(Supplied data)

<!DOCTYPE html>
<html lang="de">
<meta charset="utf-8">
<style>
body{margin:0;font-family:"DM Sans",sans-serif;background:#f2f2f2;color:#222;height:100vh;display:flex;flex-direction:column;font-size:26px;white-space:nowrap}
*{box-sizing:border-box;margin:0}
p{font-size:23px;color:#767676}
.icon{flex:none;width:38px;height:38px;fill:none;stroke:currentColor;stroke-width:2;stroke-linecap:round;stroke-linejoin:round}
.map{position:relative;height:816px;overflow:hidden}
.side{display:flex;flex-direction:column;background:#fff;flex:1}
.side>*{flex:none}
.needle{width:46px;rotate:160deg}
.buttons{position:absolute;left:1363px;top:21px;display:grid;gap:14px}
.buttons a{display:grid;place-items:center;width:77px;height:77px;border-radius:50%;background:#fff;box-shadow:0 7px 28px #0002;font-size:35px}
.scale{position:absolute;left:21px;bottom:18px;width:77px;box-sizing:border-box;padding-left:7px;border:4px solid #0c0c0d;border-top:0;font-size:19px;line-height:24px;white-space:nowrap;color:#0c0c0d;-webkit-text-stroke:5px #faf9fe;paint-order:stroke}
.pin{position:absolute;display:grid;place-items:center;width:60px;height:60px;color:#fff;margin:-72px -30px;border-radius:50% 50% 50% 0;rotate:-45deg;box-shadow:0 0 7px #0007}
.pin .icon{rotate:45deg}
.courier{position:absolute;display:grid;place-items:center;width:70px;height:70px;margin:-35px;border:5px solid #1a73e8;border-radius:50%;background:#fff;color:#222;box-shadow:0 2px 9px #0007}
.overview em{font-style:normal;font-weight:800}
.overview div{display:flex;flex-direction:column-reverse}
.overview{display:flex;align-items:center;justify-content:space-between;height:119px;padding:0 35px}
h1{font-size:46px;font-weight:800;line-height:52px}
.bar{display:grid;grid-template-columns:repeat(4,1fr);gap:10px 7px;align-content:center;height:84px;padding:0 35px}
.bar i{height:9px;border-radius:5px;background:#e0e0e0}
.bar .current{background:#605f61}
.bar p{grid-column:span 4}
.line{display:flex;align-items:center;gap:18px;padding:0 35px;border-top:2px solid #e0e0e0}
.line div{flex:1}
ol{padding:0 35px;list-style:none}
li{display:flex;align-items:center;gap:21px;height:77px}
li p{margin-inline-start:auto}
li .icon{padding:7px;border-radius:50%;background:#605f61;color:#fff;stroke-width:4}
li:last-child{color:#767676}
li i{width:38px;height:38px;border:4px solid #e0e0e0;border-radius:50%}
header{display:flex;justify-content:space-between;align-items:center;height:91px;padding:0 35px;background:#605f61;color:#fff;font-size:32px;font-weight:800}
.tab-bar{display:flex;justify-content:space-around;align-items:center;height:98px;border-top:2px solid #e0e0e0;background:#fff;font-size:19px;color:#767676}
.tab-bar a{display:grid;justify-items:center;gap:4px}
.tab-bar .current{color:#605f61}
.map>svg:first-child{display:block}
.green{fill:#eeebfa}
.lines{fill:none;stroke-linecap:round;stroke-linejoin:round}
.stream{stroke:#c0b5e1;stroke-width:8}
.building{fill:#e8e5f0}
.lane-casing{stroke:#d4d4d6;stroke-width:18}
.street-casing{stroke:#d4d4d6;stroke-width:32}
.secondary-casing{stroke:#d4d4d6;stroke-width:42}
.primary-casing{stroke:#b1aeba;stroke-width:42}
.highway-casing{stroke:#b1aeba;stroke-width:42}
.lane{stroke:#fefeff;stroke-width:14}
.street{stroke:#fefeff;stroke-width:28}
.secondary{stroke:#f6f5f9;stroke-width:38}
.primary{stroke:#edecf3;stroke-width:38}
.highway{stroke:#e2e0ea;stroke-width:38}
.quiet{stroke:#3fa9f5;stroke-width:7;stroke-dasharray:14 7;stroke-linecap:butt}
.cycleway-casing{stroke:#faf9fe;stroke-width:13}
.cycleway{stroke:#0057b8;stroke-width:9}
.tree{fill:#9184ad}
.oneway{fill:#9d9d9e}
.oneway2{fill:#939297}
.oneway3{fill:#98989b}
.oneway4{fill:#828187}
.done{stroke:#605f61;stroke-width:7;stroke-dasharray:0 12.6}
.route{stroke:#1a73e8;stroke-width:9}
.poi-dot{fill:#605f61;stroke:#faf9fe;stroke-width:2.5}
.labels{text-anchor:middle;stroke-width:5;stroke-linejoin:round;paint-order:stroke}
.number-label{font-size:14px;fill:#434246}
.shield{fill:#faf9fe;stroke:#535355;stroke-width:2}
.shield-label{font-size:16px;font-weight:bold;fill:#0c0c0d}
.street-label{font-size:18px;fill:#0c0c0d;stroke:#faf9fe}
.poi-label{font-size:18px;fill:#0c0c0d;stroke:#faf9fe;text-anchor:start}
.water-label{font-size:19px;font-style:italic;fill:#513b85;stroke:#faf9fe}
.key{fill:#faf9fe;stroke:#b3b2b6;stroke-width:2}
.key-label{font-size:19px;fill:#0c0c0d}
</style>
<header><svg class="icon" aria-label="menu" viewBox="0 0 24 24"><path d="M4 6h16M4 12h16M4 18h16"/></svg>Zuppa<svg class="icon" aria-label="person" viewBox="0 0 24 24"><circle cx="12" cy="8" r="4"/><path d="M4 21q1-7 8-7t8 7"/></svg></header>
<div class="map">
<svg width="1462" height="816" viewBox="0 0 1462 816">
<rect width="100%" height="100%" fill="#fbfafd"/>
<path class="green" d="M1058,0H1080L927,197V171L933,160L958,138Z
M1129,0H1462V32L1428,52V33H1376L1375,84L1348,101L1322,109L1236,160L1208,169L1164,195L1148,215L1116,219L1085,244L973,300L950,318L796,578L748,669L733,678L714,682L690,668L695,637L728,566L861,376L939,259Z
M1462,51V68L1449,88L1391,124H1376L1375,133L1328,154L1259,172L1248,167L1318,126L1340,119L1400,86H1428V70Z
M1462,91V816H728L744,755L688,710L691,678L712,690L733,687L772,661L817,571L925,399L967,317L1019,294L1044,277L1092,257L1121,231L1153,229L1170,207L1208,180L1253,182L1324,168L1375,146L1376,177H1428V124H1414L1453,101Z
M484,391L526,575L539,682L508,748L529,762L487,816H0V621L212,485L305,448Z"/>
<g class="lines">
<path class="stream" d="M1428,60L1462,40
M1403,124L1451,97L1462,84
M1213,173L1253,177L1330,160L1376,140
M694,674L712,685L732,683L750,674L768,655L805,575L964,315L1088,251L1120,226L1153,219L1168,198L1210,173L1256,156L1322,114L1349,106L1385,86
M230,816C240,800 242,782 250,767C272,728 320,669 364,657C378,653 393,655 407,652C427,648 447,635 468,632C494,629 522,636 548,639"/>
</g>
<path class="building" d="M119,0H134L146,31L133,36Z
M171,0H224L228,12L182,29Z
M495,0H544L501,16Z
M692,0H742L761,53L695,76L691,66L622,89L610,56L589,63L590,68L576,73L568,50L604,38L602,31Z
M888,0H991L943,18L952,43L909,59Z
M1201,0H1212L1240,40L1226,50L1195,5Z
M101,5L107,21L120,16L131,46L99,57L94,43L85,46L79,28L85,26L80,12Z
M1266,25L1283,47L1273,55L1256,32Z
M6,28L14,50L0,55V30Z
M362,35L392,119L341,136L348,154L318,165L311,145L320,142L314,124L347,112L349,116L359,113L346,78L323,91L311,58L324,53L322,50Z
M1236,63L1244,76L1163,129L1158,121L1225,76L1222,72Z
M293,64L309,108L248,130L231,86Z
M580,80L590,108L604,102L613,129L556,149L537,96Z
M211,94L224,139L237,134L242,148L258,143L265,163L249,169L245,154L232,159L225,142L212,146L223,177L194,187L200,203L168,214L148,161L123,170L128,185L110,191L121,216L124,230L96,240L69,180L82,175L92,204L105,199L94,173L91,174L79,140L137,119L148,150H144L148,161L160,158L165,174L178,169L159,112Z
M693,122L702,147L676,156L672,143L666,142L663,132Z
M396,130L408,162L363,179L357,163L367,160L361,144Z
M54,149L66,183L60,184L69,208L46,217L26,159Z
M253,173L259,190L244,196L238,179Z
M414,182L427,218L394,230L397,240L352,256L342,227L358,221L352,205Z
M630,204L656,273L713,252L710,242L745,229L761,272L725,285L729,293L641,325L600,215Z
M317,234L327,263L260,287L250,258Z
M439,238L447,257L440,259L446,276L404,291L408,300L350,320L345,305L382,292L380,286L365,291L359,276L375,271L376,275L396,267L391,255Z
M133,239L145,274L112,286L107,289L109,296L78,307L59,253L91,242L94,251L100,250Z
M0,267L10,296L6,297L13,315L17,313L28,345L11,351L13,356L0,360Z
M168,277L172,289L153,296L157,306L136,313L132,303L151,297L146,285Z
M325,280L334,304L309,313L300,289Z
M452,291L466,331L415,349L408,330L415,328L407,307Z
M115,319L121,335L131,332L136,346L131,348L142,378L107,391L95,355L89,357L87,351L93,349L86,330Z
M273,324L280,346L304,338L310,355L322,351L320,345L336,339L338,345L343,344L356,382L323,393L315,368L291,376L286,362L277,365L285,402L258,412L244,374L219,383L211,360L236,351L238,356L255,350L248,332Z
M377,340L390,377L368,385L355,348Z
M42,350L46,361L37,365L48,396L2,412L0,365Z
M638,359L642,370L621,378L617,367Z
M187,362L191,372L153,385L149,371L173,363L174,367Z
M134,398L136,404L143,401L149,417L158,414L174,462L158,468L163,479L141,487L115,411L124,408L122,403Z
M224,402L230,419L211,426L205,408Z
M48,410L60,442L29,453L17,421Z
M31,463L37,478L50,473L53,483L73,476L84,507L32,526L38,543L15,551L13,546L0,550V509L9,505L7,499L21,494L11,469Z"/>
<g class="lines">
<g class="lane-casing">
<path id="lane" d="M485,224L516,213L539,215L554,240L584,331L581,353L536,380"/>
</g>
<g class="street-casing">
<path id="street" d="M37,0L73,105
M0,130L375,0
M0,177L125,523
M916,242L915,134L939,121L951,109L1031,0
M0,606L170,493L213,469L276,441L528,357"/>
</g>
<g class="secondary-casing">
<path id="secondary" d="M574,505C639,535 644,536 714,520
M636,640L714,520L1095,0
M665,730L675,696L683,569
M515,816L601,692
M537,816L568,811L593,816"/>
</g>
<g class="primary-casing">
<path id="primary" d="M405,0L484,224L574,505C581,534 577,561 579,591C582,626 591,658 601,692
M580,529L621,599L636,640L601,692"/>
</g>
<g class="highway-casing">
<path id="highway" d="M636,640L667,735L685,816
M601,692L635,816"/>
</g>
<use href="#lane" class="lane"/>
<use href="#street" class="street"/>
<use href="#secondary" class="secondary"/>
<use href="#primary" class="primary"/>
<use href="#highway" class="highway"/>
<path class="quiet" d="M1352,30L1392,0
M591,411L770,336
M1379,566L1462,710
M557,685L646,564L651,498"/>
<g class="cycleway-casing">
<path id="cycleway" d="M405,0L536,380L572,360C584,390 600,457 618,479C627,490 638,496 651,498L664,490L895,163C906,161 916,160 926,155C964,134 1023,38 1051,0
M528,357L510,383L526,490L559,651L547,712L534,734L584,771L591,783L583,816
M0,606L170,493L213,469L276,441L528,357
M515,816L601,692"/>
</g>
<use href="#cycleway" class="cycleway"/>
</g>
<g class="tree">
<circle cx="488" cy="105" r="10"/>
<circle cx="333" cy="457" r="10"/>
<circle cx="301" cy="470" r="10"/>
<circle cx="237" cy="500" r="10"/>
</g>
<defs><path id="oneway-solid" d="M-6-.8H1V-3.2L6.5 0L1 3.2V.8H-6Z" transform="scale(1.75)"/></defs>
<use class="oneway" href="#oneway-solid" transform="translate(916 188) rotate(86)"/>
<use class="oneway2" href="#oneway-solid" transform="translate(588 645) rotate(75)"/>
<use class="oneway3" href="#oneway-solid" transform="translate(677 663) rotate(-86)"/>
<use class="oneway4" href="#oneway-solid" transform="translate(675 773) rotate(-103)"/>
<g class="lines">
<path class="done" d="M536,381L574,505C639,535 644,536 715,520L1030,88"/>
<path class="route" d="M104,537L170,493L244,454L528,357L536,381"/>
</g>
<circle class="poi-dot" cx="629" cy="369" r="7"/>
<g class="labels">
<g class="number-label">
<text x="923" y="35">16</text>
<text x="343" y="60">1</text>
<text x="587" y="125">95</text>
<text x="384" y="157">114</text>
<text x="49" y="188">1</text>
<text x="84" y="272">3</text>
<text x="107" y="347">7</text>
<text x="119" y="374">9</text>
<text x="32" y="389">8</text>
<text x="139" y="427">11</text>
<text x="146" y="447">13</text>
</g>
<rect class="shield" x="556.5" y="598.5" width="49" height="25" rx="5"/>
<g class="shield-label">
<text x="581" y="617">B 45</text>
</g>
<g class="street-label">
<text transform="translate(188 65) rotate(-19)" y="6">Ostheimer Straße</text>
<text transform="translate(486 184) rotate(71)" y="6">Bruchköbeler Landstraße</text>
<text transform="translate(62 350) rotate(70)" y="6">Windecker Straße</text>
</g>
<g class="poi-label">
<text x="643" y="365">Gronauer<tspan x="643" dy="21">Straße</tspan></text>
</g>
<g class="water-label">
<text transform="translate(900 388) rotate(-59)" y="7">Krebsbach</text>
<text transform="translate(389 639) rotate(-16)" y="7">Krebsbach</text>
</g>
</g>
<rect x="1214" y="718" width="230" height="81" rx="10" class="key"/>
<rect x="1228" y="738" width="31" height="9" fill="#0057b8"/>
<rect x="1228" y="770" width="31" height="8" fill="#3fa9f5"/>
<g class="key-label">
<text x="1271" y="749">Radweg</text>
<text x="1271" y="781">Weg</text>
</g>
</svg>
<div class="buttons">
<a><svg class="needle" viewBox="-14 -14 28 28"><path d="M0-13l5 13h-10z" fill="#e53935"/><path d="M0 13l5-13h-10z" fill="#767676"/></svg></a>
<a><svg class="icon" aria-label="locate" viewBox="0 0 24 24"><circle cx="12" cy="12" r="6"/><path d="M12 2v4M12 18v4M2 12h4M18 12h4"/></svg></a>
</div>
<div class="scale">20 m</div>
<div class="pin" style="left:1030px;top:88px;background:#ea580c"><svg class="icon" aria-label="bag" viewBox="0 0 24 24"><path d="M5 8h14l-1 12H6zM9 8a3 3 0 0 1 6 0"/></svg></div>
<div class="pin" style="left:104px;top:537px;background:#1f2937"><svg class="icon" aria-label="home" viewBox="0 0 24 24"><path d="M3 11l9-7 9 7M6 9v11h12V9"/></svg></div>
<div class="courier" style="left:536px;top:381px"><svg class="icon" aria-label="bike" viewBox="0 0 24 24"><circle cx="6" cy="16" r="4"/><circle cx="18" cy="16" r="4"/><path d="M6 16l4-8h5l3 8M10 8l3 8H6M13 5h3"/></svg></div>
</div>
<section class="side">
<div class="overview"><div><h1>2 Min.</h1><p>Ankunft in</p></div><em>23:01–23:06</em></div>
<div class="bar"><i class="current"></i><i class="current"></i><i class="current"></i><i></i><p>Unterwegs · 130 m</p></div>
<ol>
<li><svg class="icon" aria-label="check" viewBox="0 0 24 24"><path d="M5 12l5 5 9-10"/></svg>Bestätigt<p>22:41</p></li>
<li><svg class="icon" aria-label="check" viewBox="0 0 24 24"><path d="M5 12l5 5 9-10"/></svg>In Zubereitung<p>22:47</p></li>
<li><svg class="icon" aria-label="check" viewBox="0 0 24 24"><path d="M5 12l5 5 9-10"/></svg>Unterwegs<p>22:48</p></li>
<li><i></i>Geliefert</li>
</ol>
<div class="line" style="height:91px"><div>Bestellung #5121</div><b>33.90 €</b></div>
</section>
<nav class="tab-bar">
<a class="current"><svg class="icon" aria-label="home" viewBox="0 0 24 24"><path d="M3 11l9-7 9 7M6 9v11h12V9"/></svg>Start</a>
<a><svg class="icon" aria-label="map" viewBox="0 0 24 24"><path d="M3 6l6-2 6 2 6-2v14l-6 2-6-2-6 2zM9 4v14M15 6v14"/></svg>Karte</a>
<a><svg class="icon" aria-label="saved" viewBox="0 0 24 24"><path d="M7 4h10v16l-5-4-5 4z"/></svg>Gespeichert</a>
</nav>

(End Supplied data)

Find the word "number" in the entries, then copy out every line that has it.

◆ Task answer
.number-label{font-size:14px;fill:#434246}
<g class="number-label">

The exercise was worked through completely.